Justice for Eric Garner? From the Justice Department? Don’t Hold Your Breath

by Mark P. Fancher

“The bar is so high that there is no case that is likely to qualify for prosecution – including Eric Garner’s killing.”

When news broke of the grand jury’s refusal to indict Eric Garner’s killer, Spike Lee told CNN interviewers that because the death was video recorded he remains hopeful that the U.S. Department of Justice investigation will produce the results thousands of protesters crave. Based on the Justice Department’s record, it is probably a vain hope.

The Garner killing is not the first one to be captured by cameras.
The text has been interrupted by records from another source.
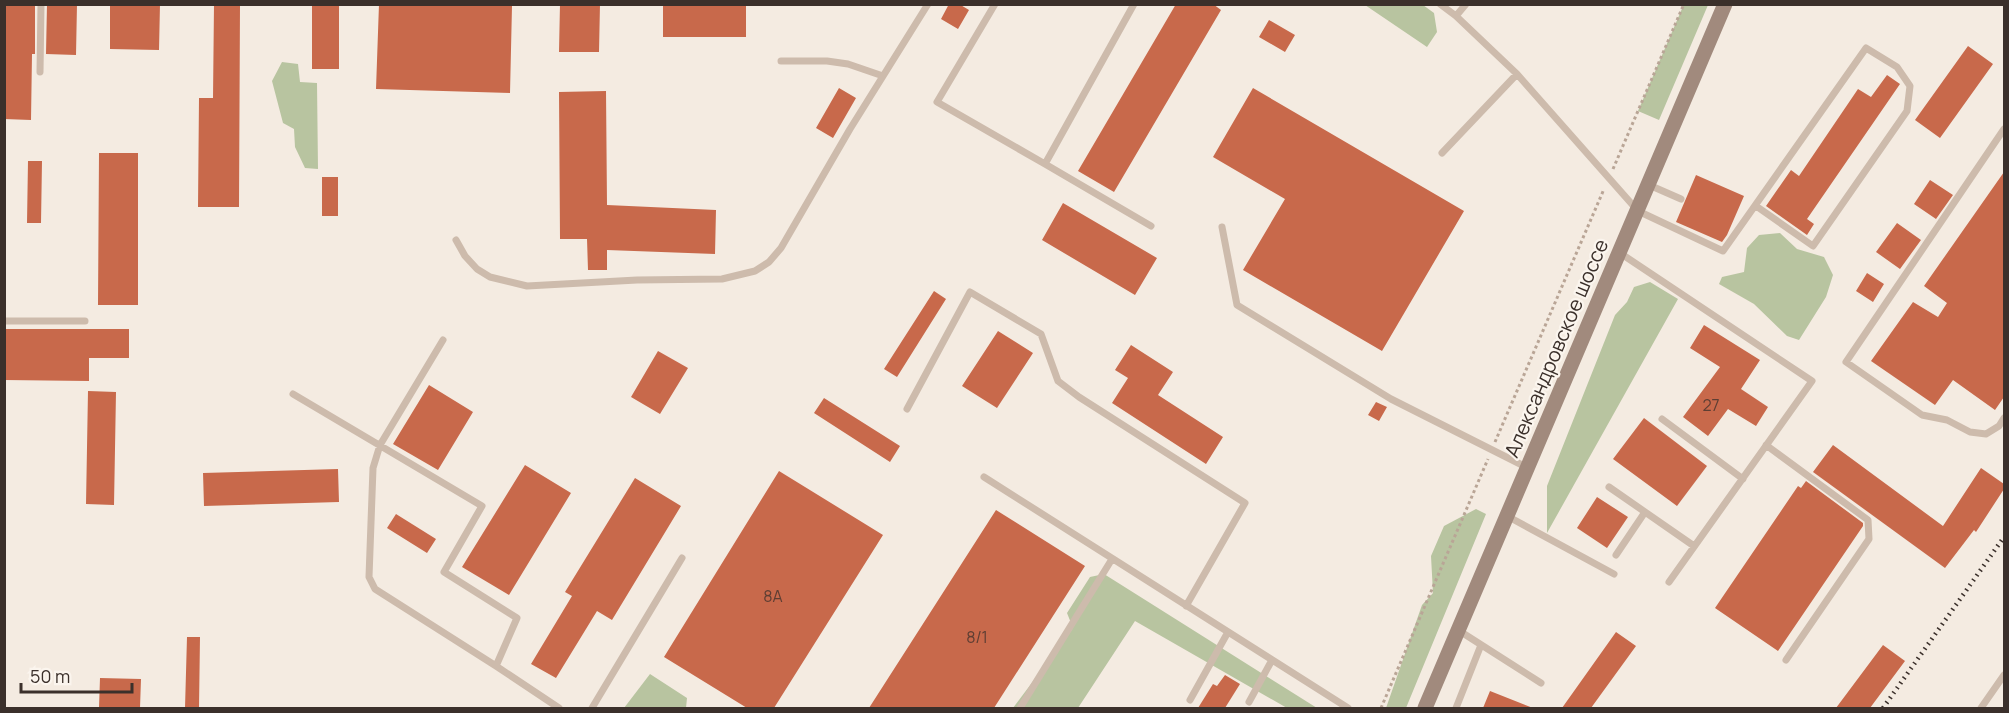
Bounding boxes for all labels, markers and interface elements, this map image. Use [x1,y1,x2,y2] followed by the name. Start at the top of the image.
[1498,235,1614,461] street label: Александровское шоссе
[1702,394,1720,416] house number: 27
[763,585,783,607] house number: 8А
[966,626,988,648] house number: 8/1
[21,656,132,694] scale bar
[30,664,70,688] text: 50 m

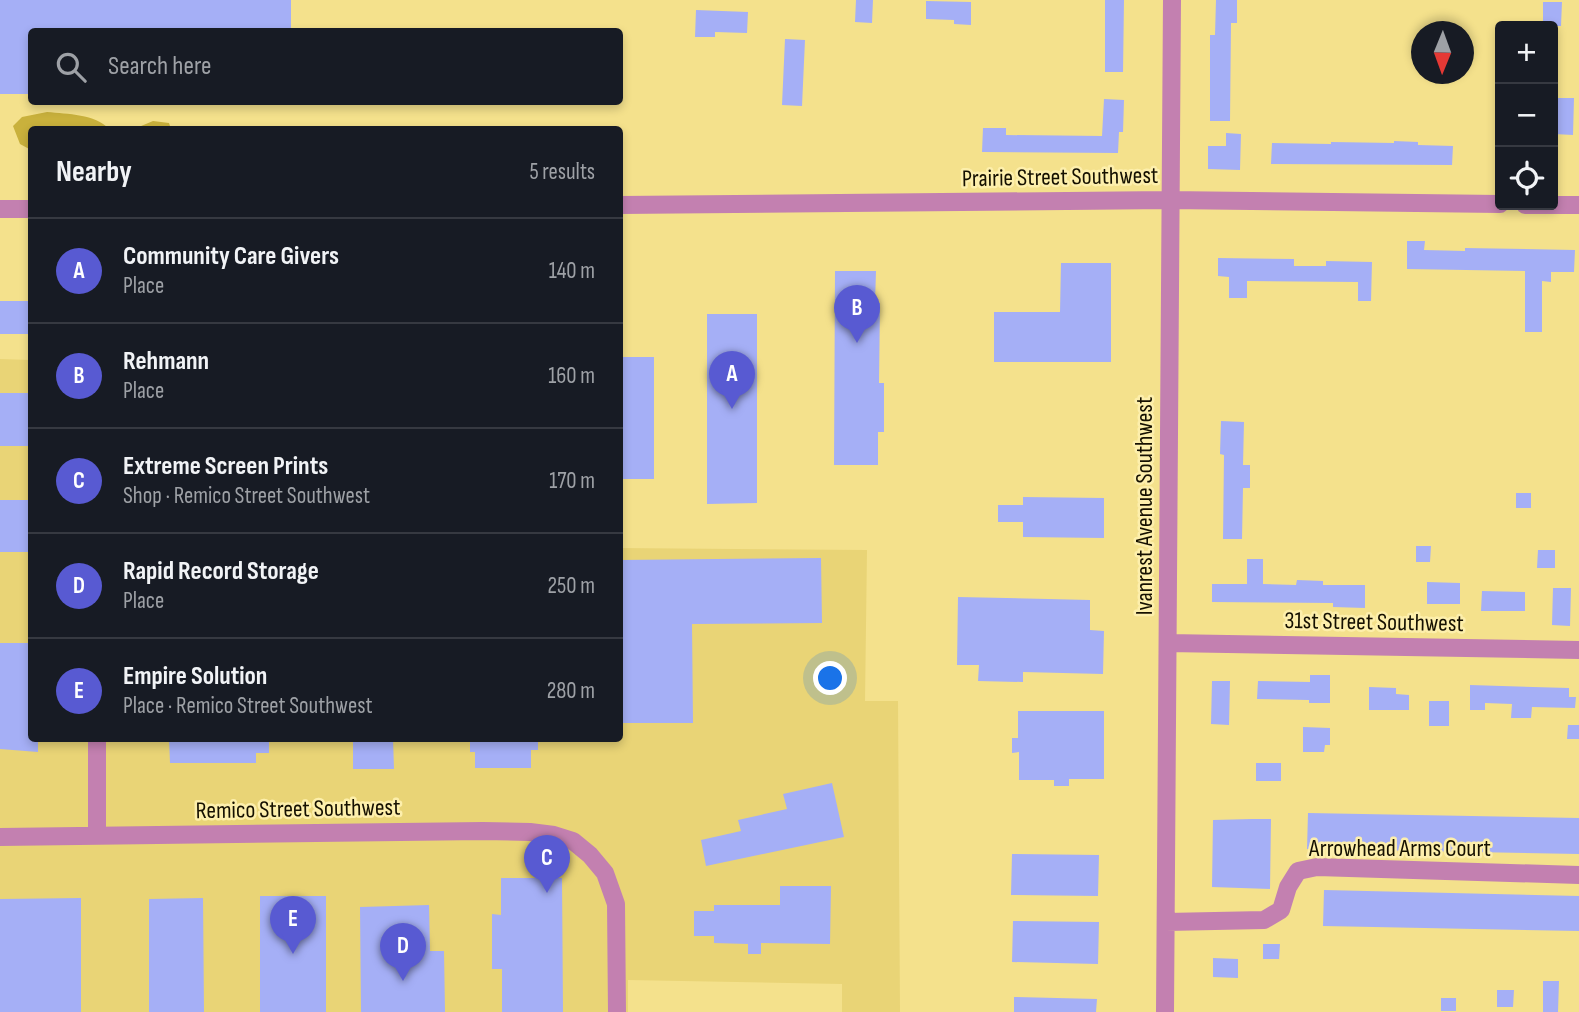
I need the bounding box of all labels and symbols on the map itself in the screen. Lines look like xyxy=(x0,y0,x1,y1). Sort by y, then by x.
north arrow xyxy=(1411,21,1474,84)
street label: Prairie Street Southwest xyxy=(962,161,1158,193)
pin: B xyxy=(834,285,880,343)
pin: A xyxy=(709,351,755,409)
street label: Ivanrest Avenue Southwest xyxy=(1130,397,1159,615)
street label: 31st Street Southwest xyxy=(1284,606,1464,638)
your location xyxy=(813,661,847,695)
street label: Remico Street Southwest xyxy=(195,793,401,825)
street label: Arrowhead Arms Court xyxy=(1308,834,1491,863)
pin: C xyxy=(524,835,570,893)
pin: E xyxy=(270,896,316,954)
pin: D xyxy=(380,923,426,981)

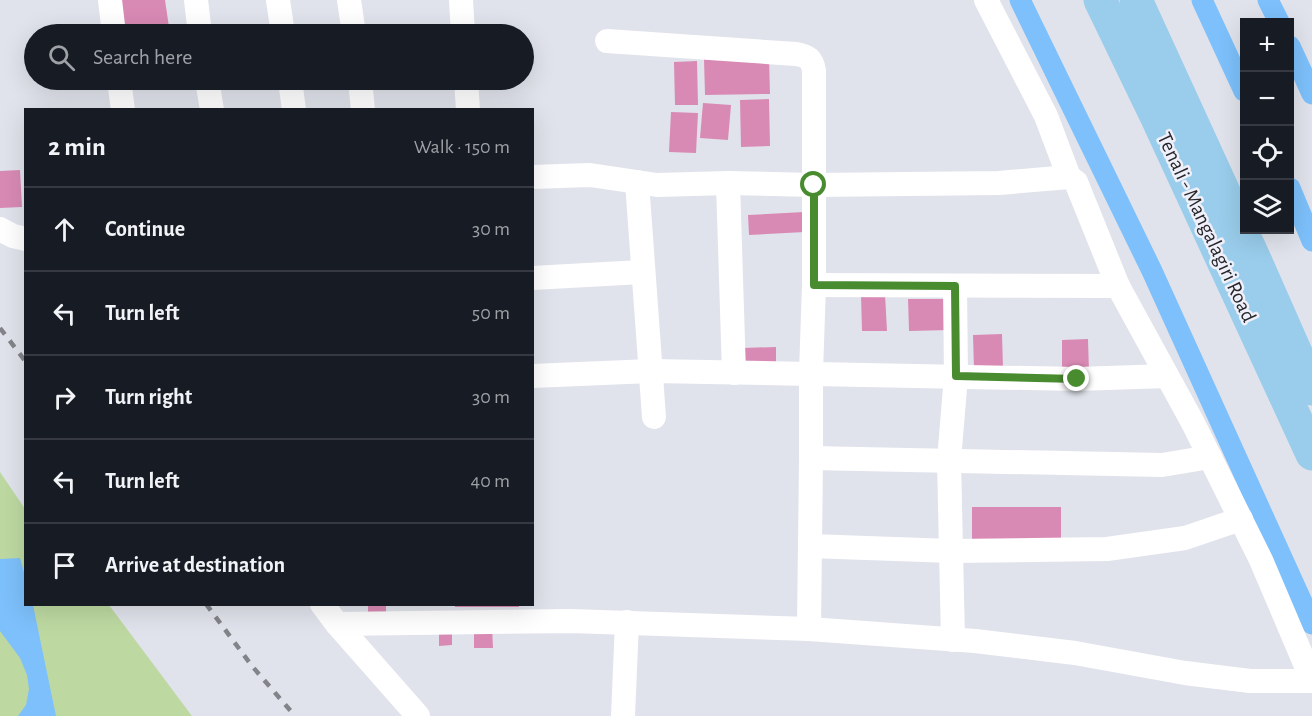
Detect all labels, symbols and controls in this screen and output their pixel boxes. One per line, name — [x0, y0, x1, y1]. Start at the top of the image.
map controls — [1240, 18, 1294, 234]
button: + — [1240, 18, 1294, 72]
search box — [24, 24, 534, 90]
icon: search — [45, 41, 78, 74]
text: Search here — [93, 46, 192, 68]
button: − — [1240, 72, 1294, 126]
button: locate — [1240, 126, 1294, 180]
street label: Tenali - Mangalagiri Road — [1153, 129, 1260, 325]
text: 2 min — [48, 134, 106, 160]
text: Walk · 150 m — [414, 137, 510, 157]
route start — [800, 171, 826, 197]
button: layers — [1240, 180, 1294, 234]
icon: ahead — [48, 213, 81, 246]
text: Continue — [105, 218, 185, 240]
text: 30 m — [472, 219, 510, 239]
icon: left — [48, 297, 81, 330]
text: Turn left — [105, 302, 179, 324]
text: 50 m — [472, 303, 510, 323]
route end — [1063, 365, 1089, 391]
icon: right — [48, 381, 81, 414]
text: Turn right — [105, 386, 192, 408]
text: 30 m — [472, 387, 510, 407]
icon: left — [48, 465, 81, 498]
text: Turn left — [105, 470, 179, 492]
text: 40 m — [471, 471, 510, 491]
icon: arrive — [48, 549, 81, 582]
text: Arrive at destination — [105, 554, 285, 576]

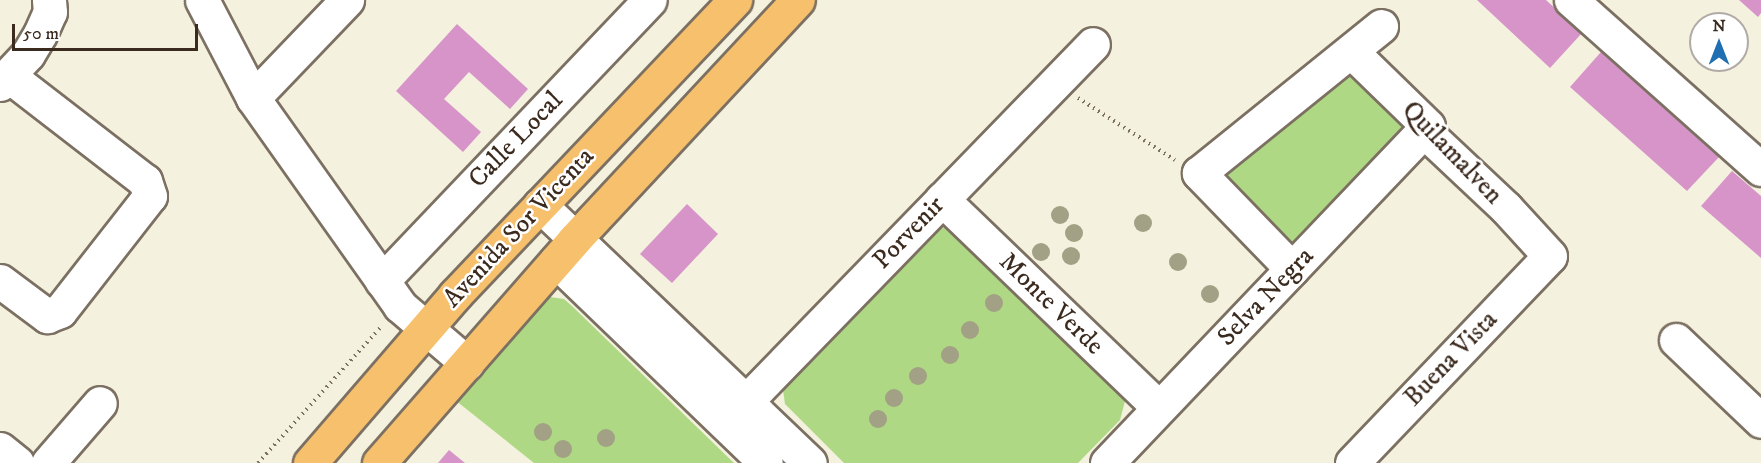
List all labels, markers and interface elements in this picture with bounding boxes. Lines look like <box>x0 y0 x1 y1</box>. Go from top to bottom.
scale bar <box>15 12 201 50</box>
north arrow <box>1689 12 1749 72</box>
text: N <box>1712 16 1726 36</box>
text: 50 m <box>23 23 59 45</box>
street label: Calle Local <box>463 85 569 195</box>
street label: Quilamalven <box>1395 95 1509 211</box>
street label: Avenida Sor Vicenta <box>437 142 601 314</box>
street label: Porvenir <box>867 190 951 276</box>
street label: Selva Negra <box>1211 241 1321 353</box>
street label: Monte Verde <box>992 246 1110 362</box>
street label: Buena Vista <box>1398 305 1504 413</box>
The Justice Department had access to a video record of the police firing squad execution of Milton Hall in Saginaw, Michigan, but no charges were brought against the cops who shot 46 bullets at the 49-year-old homeless black man. The reason? In a statement, the Justice Department’s Civil Rights Division said: “…this tragic event does not present sufficient evidence of willful misconduct to give rise to a federal criminal prosecution of the police officers involved.”

Few who watch the police cruiser dashboard camera footage of the killing reach the same conclusion. That video is probably the best indication that if the Justice Department believes the evidence against Milton Hall’s killers is insufficient, then the bar is so high that there is no case that is likely to qualify for prosecution – including Eric Garner’s killing. While it is possible that public pressure might force Eric Holder to handle the Garner case differently, some legal analysts discount that possibility because they have bought into the Justice Department’s inaccurate and incomplete interpretation of the applicable federal law.

The law that authorizes federal criminal civil rights charges against police officers says that in a homicide case like Eric Garner’s or Milton Hall’s, a police officer can be guilty only if he not only violated the victim’s Fourth Amendment right to be free from excessive force, but the officer also “willfully” violated that right. In its explanation of why Milton Hall’s killers were not prosecuted, the Justice Department said: “Law enforcement actions based on fear, panic, misperception or even poor judgment do not constitute willful conduct prosecutable under the statute.” Implied in that statement is the belief that it would not be possible to get into the heads of the officers and extract private thoughts that might betray their intent to “willfully” violate a constitutional right.

“They have bought into the Justice Department’s inaccurate and incomplete interpretation of the applicable federal law.”

To the great disappointment of those outraged by Milton Hall’s death, the Justice Department conveniently ignored what the courts have had to say about the “willfulness” requirement. Starting with the U.S. Supreme Court and ending with the Sixth Circuit Court of Appeals (which has jurisdiction over Milton Hall’s hometown) the courts have made it clear that the Justice Department is not required to engage in mind reading in order to hold the police accountable.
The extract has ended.